90 Days Building a Constitutional AI Company: What We Actually Learned

On January 4, 2026, we started a 90-day experiment. This is the field report—including what we did not expect.

On January 4, 2026, we started a 90-day experiment: run a company almost entirely on autonomous AI agents, governed by a written constitution, with a human CEO spending less than 30 minutes per day on operations.

Today is day 90. This is the field report.

We are not going to tell you it went the way we expected. It did not. The surprises were more useful than the plans.

What We Built

Before covering what we learned, here is what we actually built—because the scale matters for interpreting the lessons.

7
Parallel Claude Instances
91
Autonomous Agents
1,312
Decisions per Day
64
Constitutional Amendments
75
Documented Lessons
873
Organic User Signups

Over 90 days, we ran 7 parallel Claude instances working simultaneously from a shared task queue. They produced 91 autonomous agents handling everything from business development outreach to security monitoring to constitutional amendment drafting. The system executed 1,312 decisions per day by day 90, up from roughly 200 in week one.

The governing document—a “constitutional operating standard”—grew from 15 sections to over 60, ratified 64 amendments, and accumulated 75 documented lessons learned. We submitted two NIST public comment responses. We published five research preprints: the Decision Load Index (DOI: 10.5281/zenodo.18217577), Constitutional Self-Governance (DOI: 10.5281/zenodo.19162104), Normalization of Deviance Detection (DOI: 10.5281/zenodo.19195516), the Agent Security Harness framework (DOI: 10.5281/zenodo.19343034), and a Community-Driven Security framework (DOI: 10.5281/zenodo.19343108). The codebase grew to 1,906 lines of server code split across 50 route modules, backed by 1,523 automated tests with zero failures at close of pilot.

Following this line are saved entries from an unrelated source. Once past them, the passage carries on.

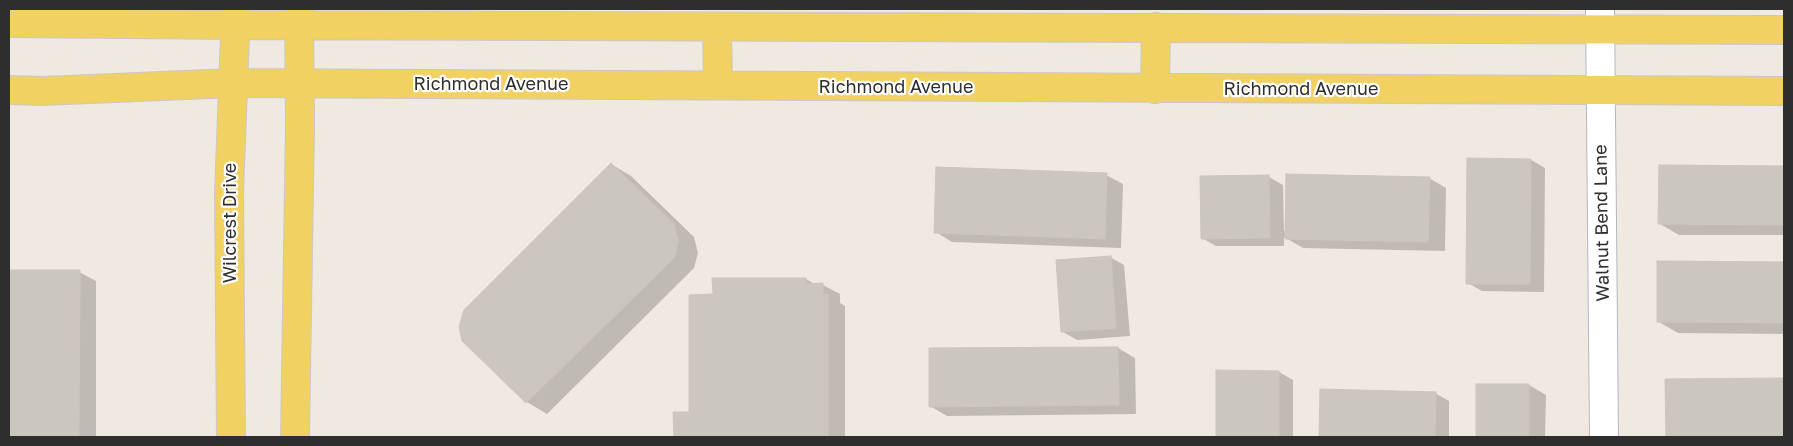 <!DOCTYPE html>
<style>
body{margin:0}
#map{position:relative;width:1793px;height:446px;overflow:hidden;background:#efe9e1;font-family:"Golos Text",sans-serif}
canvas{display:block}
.frame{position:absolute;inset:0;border:10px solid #2e2e2e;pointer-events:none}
</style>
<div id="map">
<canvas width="1793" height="446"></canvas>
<div class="frame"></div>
</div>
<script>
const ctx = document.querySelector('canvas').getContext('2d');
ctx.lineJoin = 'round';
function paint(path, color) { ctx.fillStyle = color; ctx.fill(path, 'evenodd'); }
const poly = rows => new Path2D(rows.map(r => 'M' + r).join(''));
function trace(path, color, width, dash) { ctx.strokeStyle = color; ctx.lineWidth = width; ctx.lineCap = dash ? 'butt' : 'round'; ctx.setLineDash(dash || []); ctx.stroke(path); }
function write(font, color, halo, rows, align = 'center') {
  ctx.font = font + ' "Golos Text",sans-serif'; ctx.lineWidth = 4.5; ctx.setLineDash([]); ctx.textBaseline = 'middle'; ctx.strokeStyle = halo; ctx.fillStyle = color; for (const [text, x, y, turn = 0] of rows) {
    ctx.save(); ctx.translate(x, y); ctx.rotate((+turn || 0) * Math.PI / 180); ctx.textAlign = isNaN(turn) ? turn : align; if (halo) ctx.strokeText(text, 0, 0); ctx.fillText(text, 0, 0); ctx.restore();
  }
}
paint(poly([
 [1531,160,1545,168,1544,292,1482,291,1468,283],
 [611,164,631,176,694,237,698,253,694,268,547,414,527,402,463,341],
 [1660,166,1784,167,1784,235,1679,235,1660,224],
 [1106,175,1123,184,1121,248,952,242,936,232],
 [1202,177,1269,177,1283,185,1284,231,1286,231,1429,178,1446,188,1445,251,1303,248,1284,237,1284,246,1216,246,1202,238],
 [1110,257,1124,265,1130,336,1077,340,1063,332],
 [1658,263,1784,263,1784,334,1678,333,1659,322],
 [9,271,79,272,96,281,96,437,9,437],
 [806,279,816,285,823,285,840,294,840,303,845,306,845,437,676,437,675,414,691,413,714,295],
 [1118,348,1135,358,1136,414,947,416,930,406,930,349],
 [1218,372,1279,372,1293,380,1293,437,1217,437],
 [1784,379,1784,437,1667,437,1666,380],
 [1477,385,1529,385,1546,395,1545,437,1477,437],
 [1321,391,1435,393,1449,401,1449,437,1321,437]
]), '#0003');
const building = poly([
 [1467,158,1531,159,1530,284,1466,284,1467,158],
 [611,163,674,224,678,241,675,257,526,403,462,341,459,327,464,310,611,163],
 [1659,165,1784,166,1784,225,1658,224,1659,165],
 [936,167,1107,173,1105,239,934,233,936,167],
 [1286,174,1430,177,1428,242,1285,239,1286,174],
 [1269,175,1270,238,1201,239,1200,176,1269,175],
 [1111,256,1116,328,1061,332,1056,260,1111,256],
 [1657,261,1784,262,1784,323,1657,322,1657,261],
 [9,270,80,270,79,437,9,437,9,270],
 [712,278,806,278,806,284,823,283,823,295,828,294,828,437,674,437,673,412,689,412,689,295,713,294,712,278],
 [1118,347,1119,405,929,407,929,348,1118,347],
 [1216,370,1279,371,1279,437,1216,437,1216,370],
 [1784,378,1784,437,1666,437,1665,379,1784,378],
 [1476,384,1529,384,1529,437,1476,437,1476,384],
 [1320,389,1436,392,1435,437,1319,437,1320,389]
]);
paint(building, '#cbc7bf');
trace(building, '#cbc5ba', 1);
const minor = poly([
 [1600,9,1604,437]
]);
const major = poly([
 [9,23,236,25,1784,30],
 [717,27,718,85],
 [1155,89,1156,27],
 [9,90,42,91,233,83,1784,91],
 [231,437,229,193,236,9],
 [295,437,300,125,299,9]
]);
trace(minor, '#b4b7c1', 30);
trace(major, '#c9c9c9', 30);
trace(minor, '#fff', 28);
trace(major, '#f2d163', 28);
write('18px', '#2e2e2e', '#fff', [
 ["Richmond Avenue",491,84],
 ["Richmond Avenue",896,87],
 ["Richmond Avenue",1301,89],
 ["Wilcrest Drive",230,223,-90],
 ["Walnut Bend Lane",1602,223,-91]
]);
</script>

We signed up 873 users—every one of them organic, no paid acquisition for the first 60 days—and received an 88/100 audit score from an independent architecture review.

The system that went live on day 1 does not resemble the system running on day 90. That gap is the actual story.

What Worked

The constitution worked better than expected as a coordination mechanism. Seven AI instances running in parallel, working from shared files, with no human mediating their handoffs—this could have been chaos. It mostly was not. When an instance needed to change code owned by another instance, it cited the relevant constitutional section and documented the change in a shared handoff file. Conflicts were rare. When they occurred, they were traceable.

We did not expect the constitution to function as a shared language. It did. Phrases like “Section 8.4 EPG FAIL” and “HC-9 violation” became unambiguous signals across instances that required no additional explanation.

Immutable logging prevented retroactive rationalization. Every agent decision was logged with a constitutional citation, a timestamp, and a reason code. When things went wrong—and they did—we could reconstruct exactly what happened. Without this, post-mortems would have been guesswork.

The six-gate architecture caught problems early. The system uses six evaluation gates before acting: Epistemic (prevents false certainty), Risk (prevents trust damage), Governance (prevents gaming), Economic (prevents unprofitability), Autonomy (ensures Level 4 operation), and Constitutional Growth (ensures self-improvement). In practice, the Economic gate was the most active. It fired correctly 34 consecutive days when real performance data showed $0 revenue. The gates did not make us more successful—they prevented us from pretending we were.

SOLID architecture kept the codebase maintainable at speed. We started with a 37,727-line server.py file. By day 90, it was 1,906 lines, split across well-defined modules. Seven instances editing simultaneously without merge conflicts requires genuine separation of concerns. The constitutional file size limits (no file over 2,000 lines) turned out to be practical, not decorative.

What Failed

Our economic evaluation gate ran on fabricated data for 34 days.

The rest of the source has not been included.